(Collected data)
● ● ● ● ● ● ●
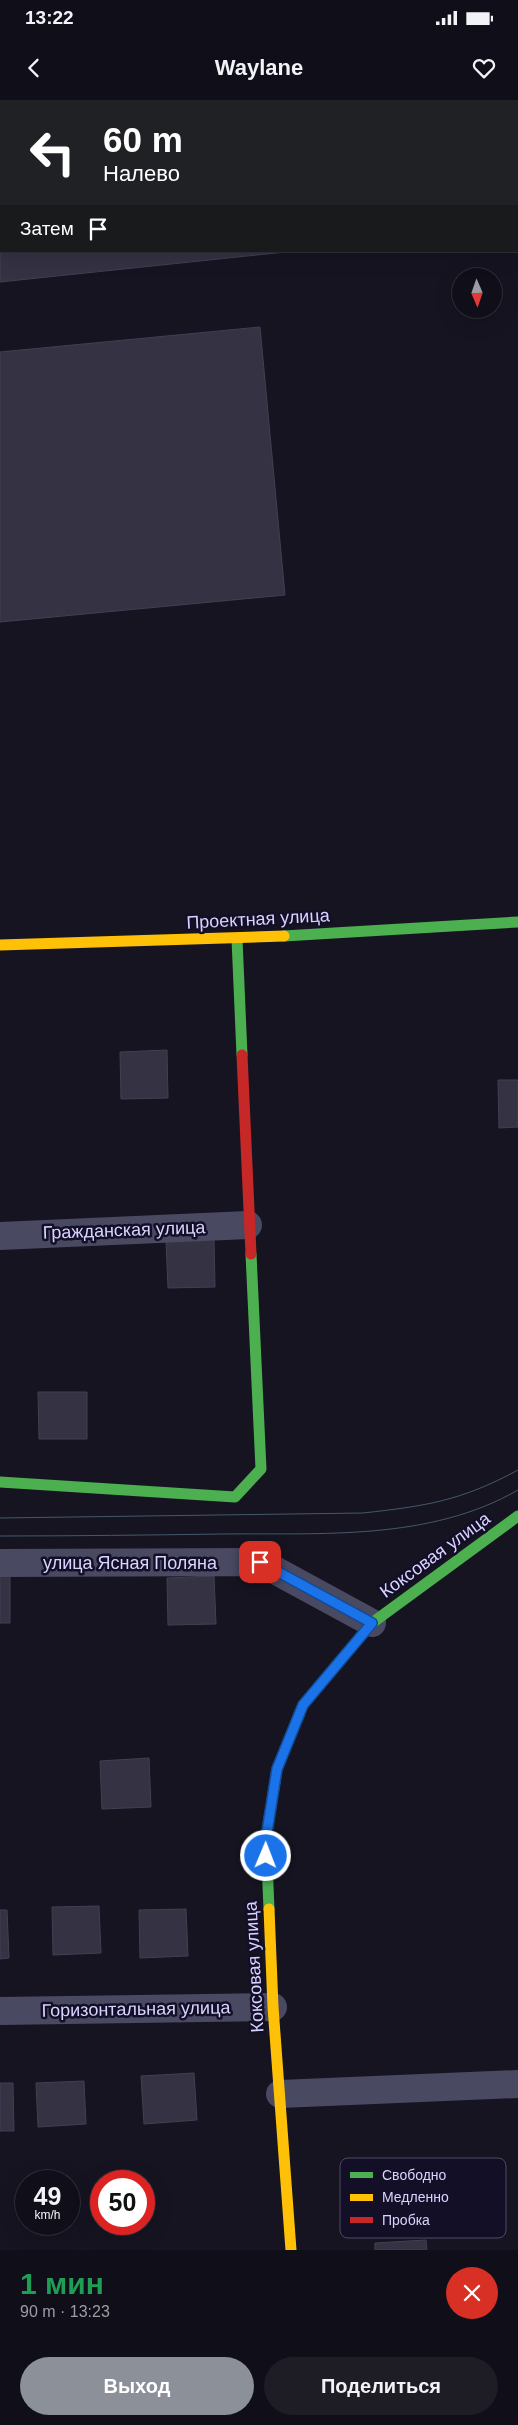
<!DOCTYPE html>
<html lang="ru">
<head>
<meta charset="utf-8">
<style>
	body { margin:0; font-family:Helvetica,sans-serif; background:#1e1d26; color:#f1f3f6; height:100vh; display:flex; flex-direction:column; font-size:19px; white-space:nowrap }
	* { box-sizing:border-box; margin:0 }
	p { font-size:16px; color:#9c9ca2 }
	.icon { flex:none; width:28px; height:28px; fill:none; stroke:currentColor; stroke-width:2; stroke-linecap:round; stroke-linejoin:round }
	.map { position:relative; height:2150px; overflow:hidden }
	.details { display:flex; flex-direction:column; background:#100f19; flex:1 }
	.details>* { flex:none }
	.hud { position:absolute; left:0px; top:0px; width:519px; height:152px; box-shadow:0 5px 20px #0002,0 0 0 1px #302f38; background:#202124; color:#fff; overflow:hidden }
	.needle { width:32px; rotate:178deg }
	.tools { position:absolute; left:452px; top:168px; display:grid; gap:10px }
	.tools a { display:grid; place-items:center; width:50px; height:50px; border-radius:50%; background:#100f19; box-shadow:0 5px 20px #0002,0 0 0 1px #302f38; font-size:25px }
	.speed { position:absolute; left:15px; top:2070px; display:flex; gap:10px; font-size:25px; font-weight:700; text-align:center }
	.speed>* { display:grid; place-content:center; width:65px; height:65px; border-radius:50%; background:#100f19; box-shadow:0 5px 20px #0002,0 0 0 1px #302f38; line-height:1 }
	.speed small { font-size:12px; font-weight:400 }
	.speed .limit { border:8px solid #d22; background:#fff; color:#111 }
	.pin { position:absolute; display:grid; place-items:center; width:42px; height:42px; color:#fff; margin:-21px; border-radius:10px; box-shadow:0 2px 8px #0006 }
	.me { position:absolute; width:55px; margin:-28px; rotate:1deg; stroke-linejoin:round; filter:drop-shadow(0 0 4px #0008) }
	.turn { display:flex; align-items:center; gap:18px; height:105px; padding:0 20px; font-size:22px }
	.turn .icon { width:65px; height:65px; stroke-width:2.5 }
	.turn b { display:block; font-size:35px; line-height:42px }
	.then { display:flex; align-items:center; height:48px; padding:0 20px; background:#0003; gap:10px; font-size:19px }
	.round { display:grid; place-items:center; flex:none; width:52px; height:52px; border-radius:26px; background:#1e1d26 }
	.head { display:flex; align-items:center; justify-content:space-between; height:85px; padding:0 20px }
	h1 { font-size:30px; font-weight:700; line-height:38px; color:#1e9e55 }
	.action { display:flex; gap:10px; margin-top:auto; padding:10px 20px }
	.action a { flex:1; height:58px; border-radius:30px; background:#8c9099; color:#fff; font-size:20px; font-weight:700; line-height:58px; text-align:center }
	.action a+a { background:#1e1d26; color:#f1f3f6 }
	.status { display:flex; justify-content:space-between; align-items:center; height:35px; padding:0 25px; background:#100f19; direction:ltr }
	.status svg { height:14px; fill:currentColor }
	header { display:flex; justify-content:space-between; align-items:center; height:65px; padding:0 20px; background:#100f19; font-size:22px; font-weight:700 }
	.map>svg:first-child { display:block }
</style>
</head>
<body>
<div class="status"><b>13:22</b><svg viewBox="0 0 49 12"><path d="M0 12V9h3v3zM5 12V6h3v6zM10 12V3h3v9zM15 12V0h3v12zM26 1h20v11H26zM47 4h2v5h-2z"/></svg></div>
<header><svg class="icon" aria-label="back" viewBox="0 0 24 24"><path d="M15 5l-7 7 7 7"/></svg>Waylane<svg class="icon" aria-label="heart" viewBox="0 0 24 24"><path d="M12 20l-8-8c-3-5 5-10 8-4 3-6 11-1 8 4z"/></svg></header>
<div class="map">
<svg width="518" height="2150" viewBox="0 0 518 2150">
	<rect width="100%" height="100%" fill="#161421"/>
	<g fill="#343243" stroke="#433f54">
		<path d="M0 0H518V128V1H1V151H295L0 182Z"/>
		<path d="M260 227 285 495 0 522V252Z"/>
		<path d="M167 950 168 998 121 999 120 952Z"/>
		<path d="M498 980H518V1027L499 1028Z"/>
		<path d="M214 1139 215 1187 168 1188 166 1141Z"/>
		<path d="M38 1292H87V1339H39Z"/>
		<rect x="0" y="1475" width="10" height="48"/>
		<path d="M214 1476 216 1524 168 1525 167 1478Z"/>
		<path d="M149 1658 151 1707 102 1709 100 1661Z"/>
		<path d="M99 1806 101 1853 53 1855 52 1807Z"/>
		<path d="M186 1809 188 1856 140 1858 139 1810Z"/>
		<path d="M0 1810H7L9 1858 0 1859Z"/>
		<path d="M194 1973 197 2020 144 2024 141 1976Z"/>
		<path d="M84 1981 86 2024 38 2027 36 1983Z"/>
		<path d="M0 1983H13L14 2031H0Z"/>
		<path d="M426 2140 427 2150H375V2143Z"/>
	</g>
	<g fill="none" stroke-linecap="round" stroke-linejoin="round">
		<g stroke="#4a4962" stroke-width="28">
			<path d="M0 1136 248 1125"/>
			<path d="M0 1463 260 1462 372 1523"/>
			<path d="M0 1911 273 1907"/>
			<path d="M280 1994 518 1984"/>
		</g>
		<g stroke="#4caf50" stroke-width="11">
			<path d="M284 836 518 822"/>
			<path d="M237 839 242 955"/>
			<path d="M0 1382 235 1397 261 1369 251 1154"/>
			<path d="M269 1809 266 1738 277 1669 303 1605 372 1523 518 1416"/>
		</g>
		<g stroke="#ffc107" stroke-width="11">
			<path d="M0 845 284 836"/>
			<path d="M269 1809 273 1907 291 2150"/>
		</g>
		<path stroke="#c62828" stroke-width="11" d="M242 955 251 1154"/>
		<g stroke="#43596b" stroke-width="1">
			<path d="M0 1418 363 1413C426 1406 461 1401 518 1370"/>
			<path d="M0 1436C74 1436 149 1435 223 1434 321 1433 430 1441 518 1390"/>
		</g>
	</g>
	<g fill="none" stroke-linecap="round" stroke-linejoin="round">
		<defs>
			<path id="route" d="M260 1462 372 1523 303 1605 277 1669 266 1738V1756"/>
		</defs>
		<use href="#route" stroke="#114b97" stroke-width="12"/>
		<use href="#route" stroke="#1a73e8" stroke-width="9"/>
	</g>
	<g text-anchor="middle" stroke-width="5" stroke-linejoin="round" paint-order="stroke">
		<g font-size="18" fill="#d9d4ff" stroke="#130f26">
			<text transform="translate(258 819) rotate(-3)" y="6">Проектная улица</text>
			<text transform="translate(124 1130) rotate(-2)" y="6">Гражданская улица</text>
			<text transform="translate(435 1455) rotate(-36)" y="6">Коксовая улица</text>
			<text x="130" y="1469">улица Ясная Поляна</text>
			<text transform="translate(254 1867) rotate(-93)" y="6">Коксовая улица</text>
			<text transform="translate(136 1909) rotate(-1)" y="6">Горизонтальная улица</text>
		</g>
	</g>
	<rect x="340" y="2058" width="166" height="80" rx="8" fill="#130f26" stroke="#4e4a67" stroke-width="1"/>
	<rect x="350" y="2072" width="23" height="6" fill="#4caf50"/>
	<rect x="350" y="2094" width="23" height="7" fill="#ffc107"/>
	<rect x="350" y="2117" width="23" height="6" fill="#c62828"/>
	<g font-size="14" fill="#d9d4ff">
		<text x="382" y="2080">Свободно</text>
		<text x="382" y="2102">Медленно</text>
		<text x="382" y="2125">Пробка</text>
	</g>
</svg>
<div class="tools">
<a><svg class="needle" viewBox="-14 -14 28 28"><path d="M0-13l5 13h-10z" fill="#e53935"/><path d="M0 13l5-13h-10z" fill="#9c9ca2"/></svg></a>
</div>
<div class="speed"><div>49<small>km/h</small></div><div class="limit">50</div></div>
<div class="pin" style="left:260px;top:1462px;background:#d93025"><svg class="icon" aria-label="arrive" viewBox="0 0 24 24"><path d="M6 21V4h12l-3 4 3 4H6"/></svg></div>
<svg class="me" style="left:266px;top:1756px" viewBox="-20 -20 40 40"><circle r="17" fill="#1a73e8" stroke="#fff" stroke-width="3"/><path d="M0-11L8 9 0 5-8 9z" fill="#fff"/></svg>
<div class="hud">
<div class="turn"><svg class="icon" aria-label="left" viewBox="0 0 24 24"><path d="M17 20v-9H6M10 6l-5 5 5 5"/></svg><div><b>60 m</b>Налево</div></div>
<div class="then">Затем<svg class="icon" aria-label="arrive" viewBox="0 0 24 24"><path d="M6 21V4h12l-3 4 3 4H6"/></svg></div>
</div>
</div>
<section class="details">
<div class="head"><div><h1>1 мин</h1><p>90 m · 13:23</p></div><a class="round" style="background:#d93025;color:#fff"><svg class="icon" aria-label="close" viewBox="0 0 24 24"><path d="M6 6l12 12M18 6L6 18"/></svg></a></div>
<div class="action"><a>Выход</a><a>Поделиться</a></div>
</section>
</body>
</html>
● ● ● ● ● ● ●
[REQUIREMENT] Among the entries above, how many lines contain the string "small"? Only the number should be given.

[EXERCISE ANSWER] 2